La mujer flotante primero fue niña flotante. Lo descubrió un día que se aburría en clase. Empezó a elevarse por encima de sus compañeros y de su maestra. Desde allí, vio el hastío del compañero repetidor, el cansancio acumulado de la maestra que había sido madre hacía unos meses, la perversidad del que la insultaba a la hora del recreo y el enamoramiento de su mejor amiga con su compañero de pupitre. Y, desde allí arriba, empezó a inventarse unas vidas paralelas para esos personajes. Cuando la maestra le llamó la atención, la niña flotante pensó que la habían pillado vagando por los aires y no iba a saber cómo explicarlo. Había sucedido porque lo había deseado. Pero la niña flotante se equivocó. La maestra solo la reprendió por andar despistada y no prestarle atención. La niña flotante estaba sentada en su sitio, con su compañero aplicado subrayando la lección. Y la niña flotante, entonces, se sintió poderosa.

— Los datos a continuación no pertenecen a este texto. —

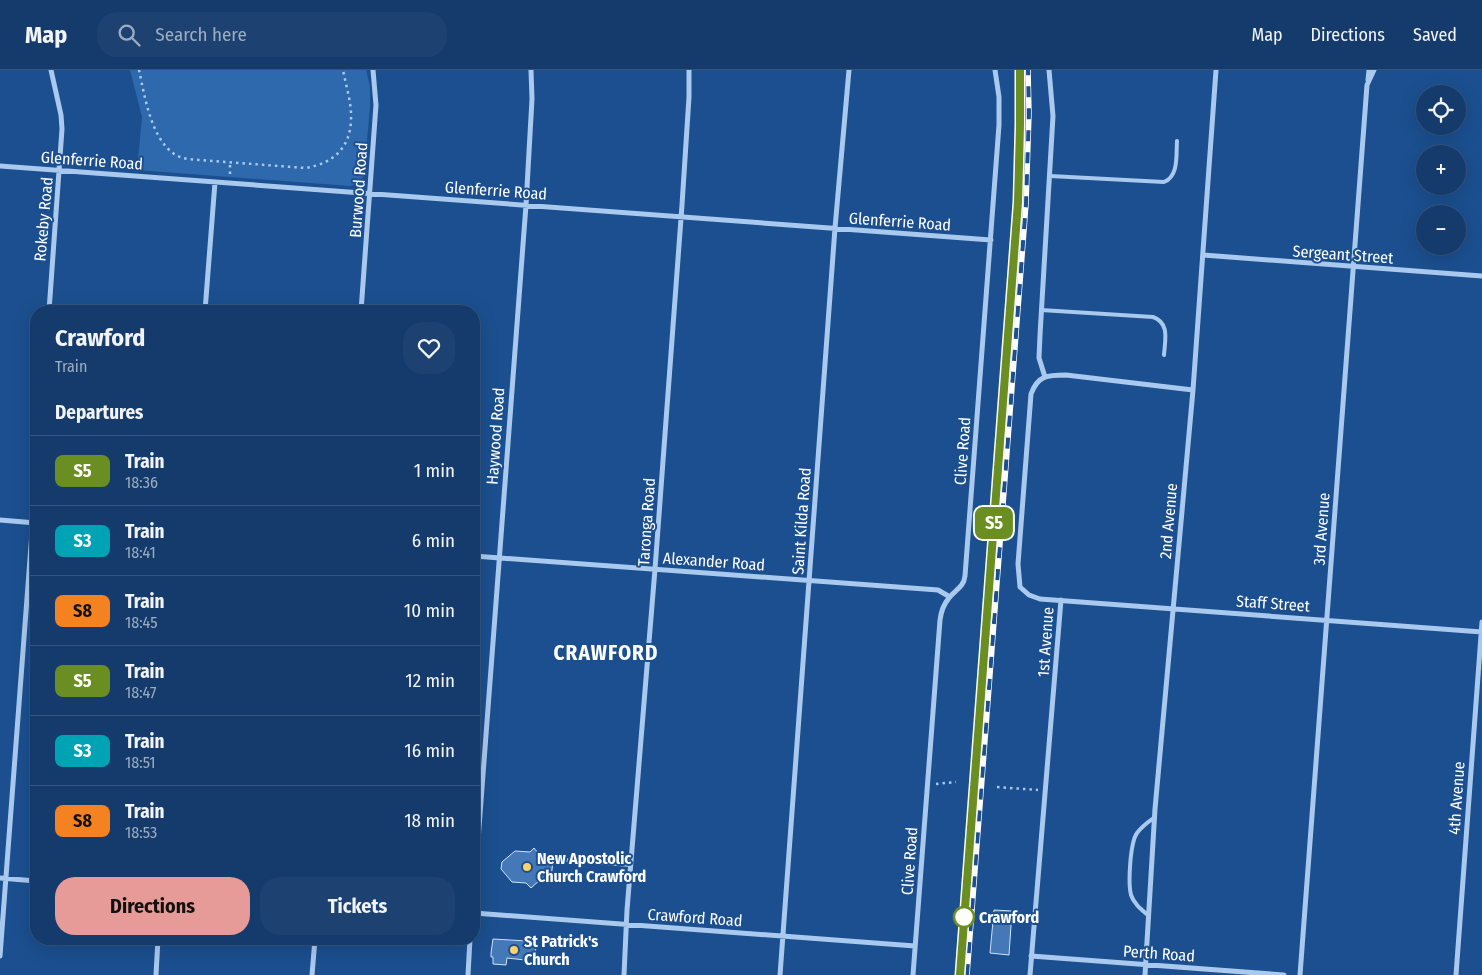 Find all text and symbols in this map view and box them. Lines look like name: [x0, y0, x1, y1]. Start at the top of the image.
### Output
search box: [97, 12, 447, 57]
text: Map: [25, 21, 67, 49]
icon: search: [115, 21, 143, 49]
text: Search here: [155, 23, 247, 46]
text: Map: [1251, 24, 1283, 46]
text: Directions: [1311, 24, 1385, 46]
text: Saved: [1413, 24, 1457, 46]
map controls: [1416, 85, 1466, 255]
button: locate: [1416, 85, 1466, 135]
street label: Burwood Road: [346, 142, 371, 238]
button: +: [1416, 145, 1466, 195]
street label: Glenferrie Road: [40, 147, 144, 174]
street label: Rokeby Road: [30, 176, 57, 262]
street label: Glenferrie Road: [444, 177, 548, 204]
button: −: [1416, 205, 1466, 255]
street label: Glenferrie Road: [848, 208, 952, 235]
street label: Sergeant Street: [1292, 242, 1395, 268]
button: heart: [403, 322, 455, 374]
text: Crawford: [55, 324, 145, 352]
text: Train: [55, 357, 87, 376]
street label: Haywood Road: [483, 387, 508, 485]
text: Departures: [55, 401, 143, 424]
street label: Clive Road: [951, 416, 974, 486]
text: Train: [125, 450, 164, 473]
text: 1 min: [414, 459, 455, 482]
text: S5: [73, 460, 92, 482]
street label: Saint Kilda Road: [788, 467, 815, 575]
text: 18:36: [125, 473, 158, 492]
street label: Taronga Road: [634, 477, 659, 567]
street label: 2nd Avenue: [1156, 482, 1181, 560]
street label: 3rd Avenue: [1309, 492, 1334, 566]
line badge: S5: [972, 507, 1016, 539]
text: S5: [985, 512, 1003, 534]
text: Train: [125, 520, 164, 543]
text: 6 min: [412, 529, 455, 552]
text: S3: [74, 530, 91, 552]
text: 18:41: [125, 543, 156, 562]
street label: Alexander Road: [662, 548, 766, 575]
text: Train: [125, 590, 164, 613]
street label: Staff Street: [1235, 591, 1311, 616]
text: 10 min: [404, 599, 455, 622]
text: S8: [73, 600, 92, 622]
street label: 1st Avenue: [1034, 606, 1057, 678]
text: 18:45: [125, 613, 157, 632]
district label: CRAWFORD: [554, 640, 658, 666]
text: Train: [125, 660, 164, 683]
text: 12 min: [405, 669, 455, 692]
text: S5: [73, 670, 92, 692]
text: 18:47: [125, 683, 156, 702]
text: Train: [125, 730, 164, 753]
text: 16 min: [404, 739, 455, 762]
text: S3: [74, 740, 91, 762]
text: 18:51: [125, 753, 156, 772]
street label: 4th Avenue: [1444, 761, 1469, 835]
text: Train: [125, 800, 164, 823]
text: 18 min: [404, 809, 455, 832]
text: S8: [73, 810, 92, 832]
text: 18:53: [125, 823, 157, 842]
street label: Clive Road: [898, 826, 921, 896]
place label: New Apostolic Church Crawford: [537, 849, 646, 886]
marker: New Apostolic Church Crawford: [521, 861, 533, 873]
button: Directions: [55, 877, 250, 935]
button: Tickets: [260, 877, 455, 935]
street label: Crawford Road: [647, 905, 743, 930]
marker: Crawford: [953, 906, 975, 928]
place label: Crawford: [979, 908, 1039, 927]
place label: St Patrick's Church: [524, 932, 598, 969]
street label: Perth Road: [1122, 942, 1196, 965]
marker: St Patrick's Church: [508, 944, 520, 956]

Poco a poco, fue controlando sus «vuelos». La niña flotante era capaz de evadirse cuando jugaba con sus amigas al escondite y se inventaba aventuras nuevas en barcos piratas, si se aburría viendo un programa de televisión subía silenciosamente y creaba nuevas tramas para los actores o, cuando le tocaba ir de viaje a ver a sus tíos, se elevaba encima del capó y era una viajera intrépida por las selvas de Borneo. Nadie se daba cuenta de que ella ya no estaba con los pies en el suelo. A veces, cuando bajaba, les oía decir: «Esta niña está siempre distraída». Pero a ella no le importaba fingir esos despistes si, con ello, conseguía flotar.
Los años pasaron y la niña flotante se convirtió en una joven flotante. La técnica aún no la tenía controlada. Cuando se agobiaba, se aburría o se enfadaba, empezaba a flotar. Por la juventud, por las emociones o las ansias de vivir lo máximo posible, eso sucedía muy a menudo. Desde allí, entendía mejor lo que les ocurría a los demás, incluso a ella misma, porque la joven flotante, desde arriba, también podía verse a sí misma. Allí, su mejor amiga ya no se atiborraba a comida a escondidas para saciar los efectos de la ansiedad que le suponía sacar matrícula de honor por exigencia de sus padres; desde allí, su hermano sonreía y disfrutaba sin cargar con el secreto inconfesable de un amigo al que no podía dejar en la estacada; para su madre, que en tierra andaba preocupada porque los números ya no salían y no sabía de dónde recortar más, inventó una historia de amor y espionaje en la Guerra Fría; su padre, que abajo siempre temblaba cada vez que iba a trabajar, arriba era un médico en la India que salvaba vidas a los más desvalidos; su profesor de Matemáticas, intranquilo porque su mujer se había largado con el vecino, allí arriba disfrutaba de las olas en una playa australiana… La joven flotante, cada vez que volvía al suelo, recordaba esas historias donde los demás eran los protagonistas y tenían un final feliz. Con los pies en la tierra, volvía a oír los comentarios acerca de ella: «Esta chica siempre está en las nubes». Y ella sonreía, porque efectivamente era así y los demás no se daban ni cuenta.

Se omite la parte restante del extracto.